Primeira reunião realizada no laboratório formou equipe de pesquisadores brasileiros e internacionais atuantes nessa linha de estudos pioneira na América Latina
Por Mayra Trinca
Entender como as pessoas se informam sobre ciência e como se apropriam desse conhecimento no dia a dia é essencial para desenhar políticas públicas e de comunicação mais eficientes. A mais recente pesquisa nacional de percepção pública da ciência e tecnologia, realizada pelo Centro de Gestão e Estudos Estratégicos (CGEE), mostrou que a maioria da população brasileira se informa sobre ciência por meio de redes sociais e não sabe mencionar o nome de um cientista ou de uma instituição de pesquisa.
Esses dados fazem parte de uma série histórica de estudos que se iniciou há 20 anos. O primeiro foi realizado pelo Laboratório de Estudos Avançados em Jornalismo (Labjor) em 2005, liderado por Carlos Vogt (então presidente da Fapesp). A pesquisa foi publicada como capítulo do livro de Indicadores de Ciência, Tecnologia e Inovação de São Paulo.
“Eu pensei que seria interessante propor, neste livro, um capítulo dedicado não só aos indicadores, mas à percepção das pessoas sobre ciência, tecnologia e inovação. Havia uma tradição de estudos em vários países, como Estados Unidos e Europa, e então constituímos um grupo e começamos a trabalhar com isso no Brasil”, conta Vogt.
A pesquisa de 2005 não foi a primeira. O Brasil já tinha experimentado algumas pesquisas de percepção pública da ciência e da tecnologia em 1986, no âmbito da Agência Federal de Fomento à Ciência (CNPq) e, depois, no contexto da ECO-92 (ou Rio-92). Não havia, no entanto, levantamentos periódicos nem comparáveis entre países. Foi por isso que os pesquisadores se reuniram no Labjor.
Estiveram na reunião inicial nomes como Carmelo Polino, então da Red de Indicadores de Ciencia y Tecnología Iberoamericana e Interamericana (Ricyt); Martin Bauer, especialista na área da London School of Economics; e Luisa Massarani, pesquisadora da Fiocruz.
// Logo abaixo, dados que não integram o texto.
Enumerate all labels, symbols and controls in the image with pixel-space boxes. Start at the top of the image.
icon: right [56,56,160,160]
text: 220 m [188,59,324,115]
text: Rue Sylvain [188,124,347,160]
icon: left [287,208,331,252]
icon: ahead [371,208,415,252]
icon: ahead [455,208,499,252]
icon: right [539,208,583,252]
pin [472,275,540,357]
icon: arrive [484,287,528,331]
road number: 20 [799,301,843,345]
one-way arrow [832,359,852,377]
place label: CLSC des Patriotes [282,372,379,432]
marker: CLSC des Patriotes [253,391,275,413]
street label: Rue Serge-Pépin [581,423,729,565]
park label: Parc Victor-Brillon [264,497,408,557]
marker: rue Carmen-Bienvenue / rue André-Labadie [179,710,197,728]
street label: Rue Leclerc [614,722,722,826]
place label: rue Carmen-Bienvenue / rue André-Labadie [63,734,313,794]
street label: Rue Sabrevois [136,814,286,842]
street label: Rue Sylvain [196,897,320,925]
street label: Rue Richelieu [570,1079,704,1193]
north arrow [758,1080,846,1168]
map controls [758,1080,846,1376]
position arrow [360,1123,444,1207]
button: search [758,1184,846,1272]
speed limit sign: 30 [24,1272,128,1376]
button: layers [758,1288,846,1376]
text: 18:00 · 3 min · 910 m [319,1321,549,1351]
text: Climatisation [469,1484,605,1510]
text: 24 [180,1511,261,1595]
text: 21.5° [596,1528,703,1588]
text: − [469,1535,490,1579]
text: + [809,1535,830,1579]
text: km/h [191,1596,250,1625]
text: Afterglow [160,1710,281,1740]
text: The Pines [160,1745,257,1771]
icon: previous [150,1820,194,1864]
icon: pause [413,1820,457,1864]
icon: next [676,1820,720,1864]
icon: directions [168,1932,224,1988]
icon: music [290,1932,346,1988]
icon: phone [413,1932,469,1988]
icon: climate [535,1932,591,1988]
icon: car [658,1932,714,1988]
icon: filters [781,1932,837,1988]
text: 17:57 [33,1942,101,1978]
Além de cientistas do próprio Labjor, como Carlos Vogt, Rafael Evangelista, Simone Pallone e Yurij Castelfranchi (hoje na UFMG).
América Latina
O questionário usado nas primeiras pesquisas foi adaptado de versões anteriores aplicadas nos Estados Unidos e Europa. Isso permitiu comparar as pesquisas para entender as semelhanças e diferenças entre as populações. “Você quer usar perguntas que já foram formuladas e testadas por outros países, mas também tem que encarar a realidade do seu público”, detalha Pallone.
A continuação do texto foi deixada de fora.